## [Task item]
On every line of the listing, check for "feDisplacementMap"; copy the lines that have it.
******
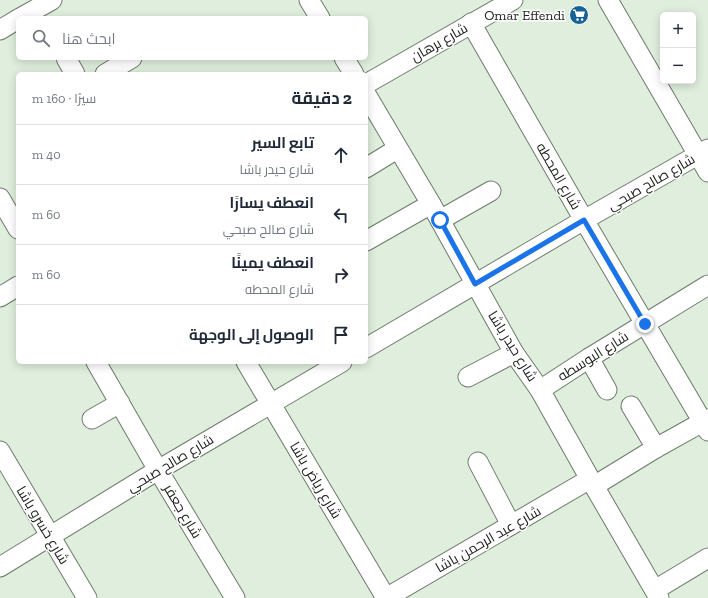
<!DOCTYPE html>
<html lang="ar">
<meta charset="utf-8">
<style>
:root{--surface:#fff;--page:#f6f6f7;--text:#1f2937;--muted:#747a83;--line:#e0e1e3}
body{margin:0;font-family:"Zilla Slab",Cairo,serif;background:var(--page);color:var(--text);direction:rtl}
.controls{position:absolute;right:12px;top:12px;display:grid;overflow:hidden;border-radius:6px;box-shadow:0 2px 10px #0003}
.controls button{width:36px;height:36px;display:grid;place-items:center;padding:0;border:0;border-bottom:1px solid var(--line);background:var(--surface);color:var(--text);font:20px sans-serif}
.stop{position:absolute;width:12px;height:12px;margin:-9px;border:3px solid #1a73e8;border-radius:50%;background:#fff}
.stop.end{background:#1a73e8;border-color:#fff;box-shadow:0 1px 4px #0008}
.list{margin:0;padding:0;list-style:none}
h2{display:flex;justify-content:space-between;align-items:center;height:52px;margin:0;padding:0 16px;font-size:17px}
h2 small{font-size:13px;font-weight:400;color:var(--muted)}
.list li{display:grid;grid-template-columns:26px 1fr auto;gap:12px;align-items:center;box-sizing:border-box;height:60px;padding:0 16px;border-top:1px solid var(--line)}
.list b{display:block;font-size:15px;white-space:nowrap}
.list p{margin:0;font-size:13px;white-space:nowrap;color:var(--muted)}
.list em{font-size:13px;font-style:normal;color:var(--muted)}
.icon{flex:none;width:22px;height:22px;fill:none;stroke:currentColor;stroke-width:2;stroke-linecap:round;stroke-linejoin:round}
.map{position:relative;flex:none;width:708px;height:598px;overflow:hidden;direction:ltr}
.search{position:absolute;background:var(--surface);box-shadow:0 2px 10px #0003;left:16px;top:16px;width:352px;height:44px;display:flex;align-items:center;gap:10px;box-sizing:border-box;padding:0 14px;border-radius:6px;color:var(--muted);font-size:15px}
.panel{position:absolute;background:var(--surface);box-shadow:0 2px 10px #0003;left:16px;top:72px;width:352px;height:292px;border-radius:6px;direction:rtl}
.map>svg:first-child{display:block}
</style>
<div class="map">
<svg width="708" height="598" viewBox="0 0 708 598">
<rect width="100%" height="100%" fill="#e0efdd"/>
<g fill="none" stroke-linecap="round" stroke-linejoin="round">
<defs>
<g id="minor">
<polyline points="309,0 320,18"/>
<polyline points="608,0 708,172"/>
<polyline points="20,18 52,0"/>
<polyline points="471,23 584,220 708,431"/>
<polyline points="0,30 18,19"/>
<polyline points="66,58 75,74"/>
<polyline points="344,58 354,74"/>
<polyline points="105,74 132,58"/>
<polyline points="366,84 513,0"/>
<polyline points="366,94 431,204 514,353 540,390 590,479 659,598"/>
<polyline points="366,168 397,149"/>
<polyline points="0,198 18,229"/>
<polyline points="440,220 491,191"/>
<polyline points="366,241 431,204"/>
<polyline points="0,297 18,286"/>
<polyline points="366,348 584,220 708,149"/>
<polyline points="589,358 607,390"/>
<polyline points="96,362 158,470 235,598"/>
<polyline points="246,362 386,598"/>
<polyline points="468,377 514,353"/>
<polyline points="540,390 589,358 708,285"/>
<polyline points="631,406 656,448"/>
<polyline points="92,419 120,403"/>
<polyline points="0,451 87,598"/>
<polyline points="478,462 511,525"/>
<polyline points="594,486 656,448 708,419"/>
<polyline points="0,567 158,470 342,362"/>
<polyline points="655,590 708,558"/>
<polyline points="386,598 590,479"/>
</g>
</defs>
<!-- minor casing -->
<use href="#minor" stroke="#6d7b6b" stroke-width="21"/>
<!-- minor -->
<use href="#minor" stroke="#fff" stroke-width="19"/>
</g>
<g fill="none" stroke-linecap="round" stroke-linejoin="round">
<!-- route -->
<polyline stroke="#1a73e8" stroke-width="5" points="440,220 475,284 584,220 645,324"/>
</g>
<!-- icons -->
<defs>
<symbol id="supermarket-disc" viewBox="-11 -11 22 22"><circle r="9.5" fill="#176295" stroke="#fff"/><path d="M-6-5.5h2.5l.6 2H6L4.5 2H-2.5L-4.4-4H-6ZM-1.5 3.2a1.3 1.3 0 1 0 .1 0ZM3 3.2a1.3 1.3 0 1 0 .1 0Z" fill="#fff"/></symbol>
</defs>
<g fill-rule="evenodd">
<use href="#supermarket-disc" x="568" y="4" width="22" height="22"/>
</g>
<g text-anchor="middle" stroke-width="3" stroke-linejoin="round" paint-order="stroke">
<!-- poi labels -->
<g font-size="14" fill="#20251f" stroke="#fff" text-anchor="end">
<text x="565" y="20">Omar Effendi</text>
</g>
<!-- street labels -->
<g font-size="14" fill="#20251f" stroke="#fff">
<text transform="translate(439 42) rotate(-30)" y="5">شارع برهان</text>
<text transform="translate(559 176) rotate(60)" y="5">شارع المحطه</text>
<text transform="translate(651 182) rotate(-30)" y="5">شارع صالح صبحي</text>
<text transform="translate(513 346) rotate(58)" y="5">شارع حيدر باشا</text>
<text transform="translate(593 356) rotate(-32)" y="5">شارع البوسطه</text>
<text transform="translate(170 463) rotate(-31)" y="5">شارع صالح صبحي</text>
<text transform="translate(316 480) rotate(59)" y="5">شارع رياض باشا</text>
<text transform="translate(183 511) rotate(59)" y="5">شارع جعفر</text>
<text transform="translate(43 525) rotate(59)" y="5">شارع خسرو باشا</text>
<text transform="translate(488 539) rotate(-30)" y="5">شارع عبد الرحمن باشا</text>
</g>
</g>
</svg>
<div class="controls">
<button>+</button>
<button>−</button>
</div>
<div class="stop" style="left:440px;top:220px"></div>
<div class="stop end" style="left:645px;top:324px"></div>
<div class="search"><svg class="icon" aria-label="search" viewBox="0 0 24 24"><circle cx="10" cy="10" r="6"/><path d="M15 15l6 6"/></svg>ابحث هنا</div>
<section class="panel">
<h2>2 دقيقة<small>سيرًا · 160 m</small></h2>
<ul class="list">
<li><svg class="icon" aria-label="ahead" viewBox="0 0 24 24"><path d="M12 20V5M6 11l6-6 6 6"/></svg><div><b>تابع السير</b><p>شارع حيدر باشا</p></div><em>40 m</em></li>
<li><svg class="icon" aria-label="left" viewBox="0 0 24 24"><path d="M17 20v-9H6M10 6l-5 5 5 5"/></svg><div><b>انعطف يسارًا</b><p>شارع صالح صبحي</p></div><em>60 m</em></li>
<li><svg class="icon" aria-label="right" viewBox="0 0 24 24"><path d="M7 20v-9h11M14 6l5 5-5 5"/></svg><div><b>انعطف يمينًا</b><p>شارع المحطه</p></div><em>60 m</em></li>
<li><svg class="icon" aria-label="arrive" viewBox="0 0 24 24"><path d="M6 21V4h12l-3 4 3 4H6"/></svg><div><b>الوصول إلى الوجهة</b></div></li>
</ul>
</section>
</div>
******
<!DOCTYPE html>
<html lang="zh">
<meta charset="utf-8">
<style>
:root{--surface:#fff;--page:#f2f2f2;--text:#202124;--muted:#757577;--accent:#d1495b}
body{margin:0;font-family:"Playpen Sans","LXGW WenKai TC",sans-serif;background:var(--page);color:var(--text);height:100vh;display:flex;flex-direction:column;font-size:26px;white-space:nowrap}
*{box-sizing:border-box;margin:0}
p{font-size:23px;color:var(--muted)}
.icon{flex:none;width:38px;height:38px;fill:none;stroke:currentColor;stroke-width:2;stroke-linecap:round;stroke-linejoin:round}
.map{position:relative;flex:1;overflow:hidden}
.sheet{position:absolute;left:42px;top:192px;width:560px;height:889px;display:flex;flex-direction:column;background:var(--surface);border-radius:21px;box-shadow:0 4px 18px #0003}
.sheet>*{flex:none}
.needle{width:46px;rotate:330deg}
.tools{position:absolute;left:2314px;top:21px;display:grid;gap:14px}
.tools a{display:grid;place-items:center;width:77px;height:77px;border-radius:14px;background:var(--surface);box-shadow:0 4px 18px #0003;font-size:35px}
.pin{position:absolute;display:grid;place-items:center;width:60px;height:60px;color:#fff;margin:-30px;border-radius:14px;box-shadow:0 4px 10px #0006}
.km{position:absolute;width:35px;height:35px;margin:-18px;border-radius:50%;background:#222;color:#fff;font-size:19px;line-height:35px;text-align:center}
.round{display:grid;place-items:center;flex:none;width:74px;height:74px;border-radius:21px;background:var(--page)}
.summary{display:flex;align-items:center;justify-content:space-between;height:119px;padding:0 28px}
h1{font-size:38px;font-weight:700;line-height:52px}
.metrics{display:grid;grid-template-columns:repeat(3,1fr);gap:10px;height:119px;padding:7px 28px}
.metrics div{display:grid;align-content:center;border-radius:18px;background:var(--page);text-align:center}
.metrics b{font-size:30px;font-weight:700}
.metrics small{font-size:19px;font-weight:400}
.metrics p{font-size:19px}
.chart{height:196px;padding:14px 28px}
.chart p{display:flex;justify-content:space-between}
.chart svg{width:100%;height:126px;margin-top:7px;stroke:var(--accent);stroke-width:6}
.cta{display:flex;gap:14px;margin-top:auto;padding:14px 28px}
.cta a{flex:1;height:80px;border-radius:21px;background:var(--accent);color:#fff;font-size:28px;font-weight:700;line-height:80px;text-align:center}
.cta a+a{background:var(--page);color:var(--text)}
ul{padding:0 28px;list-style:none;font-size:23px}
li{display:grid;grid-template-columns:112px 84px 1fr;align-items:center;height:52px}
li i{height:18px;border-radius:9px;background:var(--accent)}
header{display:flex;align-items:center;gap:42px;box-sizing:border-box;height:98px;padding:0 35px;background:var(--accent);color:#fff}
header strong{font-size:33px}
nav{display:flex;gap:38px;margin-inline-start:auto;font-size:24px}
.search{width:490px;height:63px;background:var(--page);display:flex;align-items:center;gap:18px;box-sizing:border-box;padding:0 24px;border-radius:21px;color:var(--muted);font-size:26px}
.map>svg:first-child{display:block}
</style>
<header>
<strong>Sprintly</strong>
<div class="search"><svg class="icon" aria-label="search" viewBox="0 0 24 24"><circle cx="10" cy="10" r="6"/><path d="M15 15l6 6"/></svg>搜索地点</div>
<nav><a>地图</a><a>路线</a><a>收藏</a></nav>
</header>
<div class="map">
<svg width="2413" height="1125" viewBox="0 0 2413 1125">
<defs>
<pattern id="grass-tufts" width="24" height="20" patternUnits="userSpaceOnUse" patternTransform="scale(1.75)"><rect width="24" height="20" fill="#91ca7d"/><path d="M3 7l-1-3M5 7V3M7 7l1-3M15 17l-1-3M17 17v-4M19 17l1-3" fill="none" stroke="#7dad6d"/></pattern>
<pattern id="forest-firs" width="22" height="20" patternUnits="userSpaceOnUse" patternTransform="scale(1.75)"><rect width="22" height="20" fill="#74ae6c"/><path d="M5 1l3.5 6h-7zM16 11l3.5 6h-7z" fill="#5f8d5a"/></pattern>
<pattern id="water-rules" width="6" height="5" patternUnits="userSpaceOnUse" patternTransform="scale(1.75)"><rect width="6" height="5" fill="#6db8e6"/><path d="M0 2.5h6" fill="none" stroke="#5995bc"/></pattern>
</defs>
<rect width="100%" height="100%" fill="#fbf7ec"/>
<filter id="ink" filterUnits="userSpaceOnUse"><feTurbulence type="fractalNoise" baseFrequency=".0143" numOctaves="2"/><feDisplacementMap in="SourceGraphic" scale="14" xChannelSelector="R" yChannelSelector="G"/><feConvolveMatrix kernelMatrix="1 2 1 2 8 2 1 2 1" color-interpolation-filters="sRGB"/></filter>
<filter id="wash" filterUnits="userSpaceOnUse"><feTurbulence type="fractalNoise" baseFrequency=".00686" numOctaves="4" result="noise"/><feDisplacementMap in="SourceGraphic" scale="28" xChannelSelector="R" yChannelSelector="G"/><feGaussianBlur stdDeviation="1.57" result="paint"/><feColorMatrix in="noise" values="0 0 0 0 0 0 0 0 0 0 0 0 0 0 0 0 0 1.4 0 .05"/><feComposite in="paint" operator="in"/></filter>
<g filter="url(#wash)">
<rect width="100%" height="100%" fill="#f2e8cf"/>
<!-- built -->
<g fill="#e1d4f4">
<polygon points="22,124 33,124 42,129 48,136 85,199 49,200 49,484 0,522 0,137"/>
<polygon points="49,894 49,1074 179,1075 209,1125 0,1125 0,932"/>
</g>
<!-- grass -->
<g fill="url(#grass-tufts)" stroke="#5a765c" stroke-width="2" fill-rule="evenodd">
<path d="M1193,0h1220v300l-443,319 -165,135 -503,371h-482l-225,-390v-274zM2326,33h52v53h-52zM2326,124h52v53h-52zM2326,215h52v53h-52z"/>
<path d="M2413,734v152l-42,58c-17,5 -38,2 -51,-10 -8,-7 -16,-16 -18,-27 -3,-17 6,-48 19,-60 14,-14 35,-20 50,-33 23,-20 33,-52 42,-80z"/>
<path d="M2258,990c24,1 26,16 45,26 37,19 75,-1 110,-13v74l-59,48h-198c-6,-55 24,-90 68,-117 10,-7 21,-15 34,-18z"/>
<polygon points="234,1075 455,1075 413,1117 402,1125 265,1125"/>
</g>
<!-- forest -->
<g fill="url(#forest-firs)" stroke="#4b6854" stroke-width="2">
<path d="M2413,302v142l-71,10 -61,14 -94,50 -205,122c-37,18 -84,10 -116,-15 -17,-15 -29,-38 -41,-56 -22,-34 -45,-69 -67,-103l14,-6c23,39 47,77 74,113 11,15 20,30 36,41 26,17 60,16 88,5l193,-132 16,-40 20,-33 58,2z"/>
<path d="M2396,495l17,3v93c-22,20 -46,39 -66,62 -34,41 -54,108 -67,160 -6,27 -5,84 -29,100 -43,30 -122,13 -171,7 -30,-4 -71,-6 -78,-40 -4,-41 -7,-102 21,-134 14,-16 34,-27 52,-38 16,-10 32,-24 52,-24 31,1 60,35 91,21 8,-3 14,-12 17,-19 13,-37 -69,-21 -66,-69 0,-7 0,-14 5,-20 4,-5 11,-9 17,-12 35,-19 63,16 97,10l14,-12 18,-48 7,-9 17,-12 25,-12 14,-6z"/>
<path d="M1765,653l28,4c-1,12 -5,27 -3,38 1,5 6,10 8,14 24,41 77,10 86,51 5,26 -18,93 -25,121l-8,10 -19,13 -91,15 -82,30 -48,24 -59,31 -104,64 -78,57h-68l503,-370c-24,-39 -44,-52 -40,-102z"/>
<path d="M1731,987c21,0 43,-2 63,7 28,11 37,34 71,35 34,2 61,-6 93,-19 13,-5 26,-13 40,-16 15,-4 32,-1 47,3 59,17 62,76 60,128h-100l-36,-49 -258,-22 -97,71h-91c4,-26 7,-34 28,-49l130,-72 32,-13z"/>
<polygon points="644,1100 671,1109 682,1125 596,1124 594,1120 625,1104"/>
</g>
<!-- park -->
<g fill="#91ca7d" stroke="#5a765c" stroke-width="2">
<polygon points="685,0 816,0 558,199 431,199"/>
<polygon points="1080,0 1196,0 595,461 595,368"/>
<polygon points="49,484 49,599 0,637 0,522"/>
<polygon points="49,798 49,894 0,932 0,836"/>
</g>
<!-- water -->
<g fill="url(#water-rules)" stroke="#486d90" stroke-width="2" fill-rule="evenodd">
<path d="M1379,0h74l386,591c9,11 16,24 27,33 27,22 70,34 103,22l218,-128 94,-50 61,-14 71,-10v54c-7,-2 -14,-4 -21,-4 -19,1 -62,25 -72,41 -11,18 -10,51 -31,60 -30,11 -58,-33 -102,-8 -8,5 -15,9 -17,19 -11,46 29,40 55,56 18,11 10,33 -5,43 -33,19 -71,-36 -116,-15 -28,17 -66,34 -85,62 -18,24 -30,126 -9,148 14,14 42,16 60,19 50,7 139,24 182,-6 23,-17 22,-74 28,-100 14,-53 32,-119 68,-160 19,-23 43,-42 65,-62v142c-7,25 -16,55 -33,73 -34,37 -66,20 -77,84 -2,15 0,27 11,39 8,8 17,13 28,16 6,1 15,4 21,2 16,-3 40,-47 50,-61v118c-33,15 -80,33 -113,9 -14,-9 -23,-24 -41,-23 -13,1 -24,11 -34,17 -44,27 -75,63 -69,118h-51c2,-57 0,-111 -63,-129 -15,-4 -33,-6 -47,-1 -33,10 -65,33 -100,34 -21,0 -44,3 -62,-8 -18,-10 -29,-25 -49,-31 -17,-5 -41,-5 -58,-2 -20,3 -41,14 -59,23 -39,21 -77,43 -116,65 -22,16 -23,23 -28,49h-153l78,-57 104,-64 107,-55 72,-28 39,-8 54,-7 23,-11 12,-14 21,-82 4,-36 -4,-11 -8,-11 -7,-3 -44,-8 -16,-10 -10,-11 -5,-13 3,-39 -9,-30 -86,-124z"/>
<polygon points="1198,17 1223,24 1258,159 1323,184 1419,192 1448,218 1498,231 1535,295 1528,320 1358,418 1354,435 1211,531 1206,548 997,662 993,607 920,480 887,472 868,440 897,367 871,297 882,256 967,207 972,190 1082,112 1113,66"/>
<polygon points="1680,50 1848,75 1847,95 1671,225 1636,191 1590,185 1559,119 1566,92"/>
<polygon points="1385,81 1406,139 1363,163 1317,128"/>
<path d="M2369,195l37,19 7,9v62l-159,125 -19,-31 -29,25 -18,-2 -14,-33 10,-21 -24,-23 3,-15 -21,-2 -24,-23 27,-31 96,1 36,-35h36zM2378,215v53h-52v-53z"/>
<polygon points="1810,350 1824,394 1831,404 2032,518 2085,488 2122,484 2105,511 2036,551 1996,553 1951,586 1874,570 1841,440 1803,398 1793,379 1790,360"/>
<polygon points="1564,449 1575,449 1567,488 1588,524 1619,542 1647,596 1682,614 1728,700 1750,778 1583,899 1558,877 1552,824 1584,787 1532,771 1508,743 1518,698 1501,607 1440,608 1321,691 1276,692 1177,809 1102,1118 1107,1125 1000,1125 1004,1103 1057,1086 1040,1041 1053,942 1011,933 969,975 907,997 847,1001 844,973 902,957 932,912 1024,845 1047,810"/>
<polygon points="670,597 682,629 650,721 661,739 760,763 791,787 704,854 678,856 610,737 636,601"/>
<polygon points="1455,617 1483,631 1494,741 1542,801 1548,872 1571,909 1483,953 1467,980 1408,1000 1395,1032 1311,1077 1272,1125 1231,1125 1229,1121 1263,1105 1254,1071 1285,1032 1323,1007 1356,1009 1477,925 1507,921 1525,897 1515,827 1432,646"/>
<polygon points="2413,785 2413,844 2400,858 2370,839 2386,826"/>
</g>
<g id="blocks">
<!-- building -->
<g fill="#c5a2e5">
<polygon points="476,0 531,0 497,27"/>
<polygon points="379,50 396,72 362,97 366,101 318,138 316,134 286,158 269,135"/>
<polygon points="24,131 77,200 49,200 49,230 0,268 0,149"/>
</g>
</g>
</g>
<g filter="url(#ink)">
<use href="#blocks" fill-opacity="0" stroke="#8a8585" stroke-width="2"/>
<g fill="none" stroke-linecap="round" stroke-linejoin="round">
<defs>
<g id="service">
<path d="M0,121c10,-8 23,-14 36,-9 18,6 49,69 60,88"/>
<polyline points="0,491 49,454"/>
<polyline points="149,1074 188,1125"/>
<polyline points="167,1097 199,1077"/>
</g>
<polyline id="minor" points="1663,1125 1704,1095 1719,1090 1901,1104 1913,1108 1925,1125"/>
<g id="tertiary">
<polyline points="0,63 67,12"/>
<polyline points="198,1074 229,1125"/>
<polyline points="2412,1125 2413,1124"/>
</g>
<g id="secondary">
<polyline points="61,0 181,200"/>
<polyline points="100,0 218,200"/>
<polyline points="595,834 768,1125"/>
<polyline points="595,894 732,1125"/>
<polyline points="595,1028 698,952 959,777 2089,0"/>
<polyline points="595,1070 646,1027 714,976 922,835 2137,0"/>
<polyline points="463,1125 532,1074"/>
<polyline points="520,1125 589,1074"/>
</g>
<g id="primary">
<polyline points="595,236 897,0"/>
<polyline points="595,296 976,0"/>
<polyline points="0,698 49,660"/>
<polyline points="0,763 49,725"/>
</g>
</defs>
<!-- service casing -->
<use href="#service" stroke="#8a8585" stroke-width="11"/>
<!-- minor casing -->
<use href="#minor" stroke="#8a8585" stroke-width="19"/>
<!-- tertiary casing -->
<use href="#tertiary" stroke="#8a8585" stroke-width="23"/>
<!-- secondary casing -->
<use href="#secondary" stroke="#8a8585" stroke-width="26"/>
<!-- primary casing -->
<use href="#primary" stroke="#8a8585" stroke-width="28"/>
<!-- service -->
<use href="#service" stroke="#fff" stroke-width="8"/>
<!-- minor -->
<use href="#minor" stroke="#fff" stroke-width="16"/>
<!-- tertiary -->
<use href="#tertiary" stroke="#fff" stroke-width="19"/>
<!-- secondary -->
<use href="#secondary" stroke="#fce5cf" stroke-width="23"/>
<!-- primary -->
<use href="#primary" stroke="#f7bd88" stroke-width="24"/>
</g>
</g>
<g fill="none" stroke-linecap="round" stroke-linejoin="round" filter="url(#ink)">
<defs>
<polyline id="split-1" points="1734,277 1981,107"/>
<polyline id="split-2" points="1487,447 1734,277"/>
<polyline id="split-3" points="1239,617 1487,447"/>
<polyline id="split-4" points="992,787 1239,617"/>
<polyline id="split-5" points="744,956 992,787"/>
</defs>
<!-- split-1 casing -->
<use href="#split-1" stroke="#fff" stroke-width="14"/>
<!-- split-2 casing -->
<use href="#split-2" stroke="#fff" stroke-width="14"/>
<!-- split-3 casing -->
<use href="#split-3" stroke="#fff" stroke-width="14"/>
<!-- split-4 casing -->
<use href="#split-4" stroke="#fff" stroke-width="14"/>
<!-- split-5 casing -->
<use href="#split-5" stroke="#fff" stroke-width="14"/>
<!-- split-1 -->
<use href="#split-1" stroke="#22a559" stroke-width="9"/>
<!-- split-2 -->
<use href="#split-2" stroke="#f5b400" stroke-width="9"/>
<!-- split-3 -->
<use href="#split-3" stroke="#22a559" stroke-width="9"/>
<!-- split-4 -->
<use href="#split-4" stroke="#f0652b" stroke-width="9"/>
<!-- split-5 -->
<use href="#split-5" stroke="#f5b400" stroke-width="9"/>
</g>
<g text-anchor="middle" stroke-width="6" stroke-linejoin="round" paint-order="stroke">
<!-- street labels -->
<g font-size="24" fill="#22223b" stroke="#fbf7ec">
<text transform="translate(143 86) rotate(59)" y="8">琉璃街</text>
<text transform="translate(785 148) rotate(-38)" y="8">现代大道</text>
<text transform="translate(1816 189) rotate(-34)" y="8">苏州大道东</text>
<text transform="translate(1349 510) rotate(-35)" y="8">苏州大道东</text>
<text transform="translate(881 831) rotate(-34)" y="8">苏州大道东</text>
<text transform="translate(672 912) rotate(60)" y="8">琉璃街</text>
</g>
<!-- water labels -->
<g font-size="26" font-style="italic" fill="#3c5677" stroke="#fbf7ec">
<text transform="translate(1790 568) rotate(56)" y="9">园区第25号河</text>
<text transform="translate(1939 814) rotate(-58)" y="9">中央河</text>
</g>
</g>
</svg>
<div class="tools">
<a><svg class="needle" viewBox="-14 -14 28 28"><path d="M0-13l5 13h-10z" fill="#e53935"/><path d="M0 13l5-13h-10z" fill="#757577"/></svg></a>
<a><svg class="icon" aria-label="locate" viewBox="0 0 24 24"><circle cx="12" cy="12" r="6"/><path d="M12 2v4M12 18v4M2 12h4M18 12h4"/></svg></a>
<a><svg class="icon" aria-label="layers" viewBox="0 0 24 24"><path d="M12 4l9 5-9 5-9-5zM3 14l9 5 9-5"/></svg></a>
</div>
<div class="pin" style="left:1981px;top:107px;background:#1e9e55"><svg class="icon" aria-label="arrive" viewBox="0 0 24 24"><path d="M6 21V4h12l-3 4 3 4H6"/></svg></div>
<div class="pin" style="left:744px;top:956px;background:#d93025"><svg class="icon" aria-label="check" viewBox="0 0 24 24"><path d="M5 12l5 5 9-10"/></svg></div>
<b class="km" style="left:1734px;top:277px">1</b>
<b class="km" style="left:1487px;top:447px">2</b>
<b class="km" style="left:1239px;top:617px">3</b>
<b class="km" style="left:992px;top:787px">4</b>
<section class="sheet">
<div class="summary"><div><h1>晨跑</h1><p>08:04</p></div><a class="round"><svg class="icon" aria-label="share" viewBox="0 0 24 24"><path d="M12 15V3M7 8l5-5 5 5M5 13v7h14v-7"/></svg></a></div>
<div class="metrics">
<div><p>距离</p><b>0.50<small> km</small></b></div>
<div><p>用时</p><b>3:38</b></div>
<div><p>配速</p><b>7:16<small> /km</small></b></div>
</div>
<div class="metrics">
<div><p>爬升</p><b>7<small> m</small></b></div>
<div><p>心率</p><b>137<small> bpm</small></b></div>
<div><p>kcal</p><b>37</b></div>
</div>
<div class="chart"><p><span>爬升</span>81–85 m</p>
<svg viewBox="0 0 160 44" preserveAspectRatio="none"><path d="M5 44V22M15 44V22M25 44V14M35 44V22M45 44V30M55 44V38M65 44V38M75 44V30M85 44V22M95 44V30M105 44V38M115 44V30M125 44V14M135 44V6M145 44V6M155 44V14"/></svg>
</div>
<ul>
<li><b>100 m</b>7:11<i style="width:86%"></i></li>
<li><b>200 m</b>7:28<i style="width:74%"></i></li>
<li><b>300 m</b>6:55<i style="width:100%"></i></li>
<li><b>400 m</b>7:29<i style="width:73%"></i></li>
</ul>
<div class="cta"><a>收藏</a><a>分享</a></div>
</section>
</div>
******
## [Expected answer]
<filter id="ink" filterUnits="userSpaceOnUse"><feTurbulence type="fractalNoise" baseFrequency=".0143" numOctaves="2"/><feDisplacementMap in="SourceGraphic" scale="14" xChannelSelector="R" yChannelSelector="G"/><feConvolveMatrix kernelMatrix="1 2 1 2 8 2 1 2 1" color-interpolation-filters="sRGB"/></filter>
<filter id="wash" filterUnits="userSpaceOnUse"><feTurbulence type="fractalNoise" baseFrequency=".00686" numOctaves="4" result="noise"/><feDisplacementMap in="SourceGraphic" scale="28" xChannelSelector="R" yChannelSelector="G"/><feGaussianBlur stdDeviation="1.57" result="paint"/><feColorMatrix in="noise" values="0 0 0 0 0 0 0 0 0 0 0 0 0 0 0 0 0 1.4 0 .05"/><feComposite in="paint" operator="in"/></filter>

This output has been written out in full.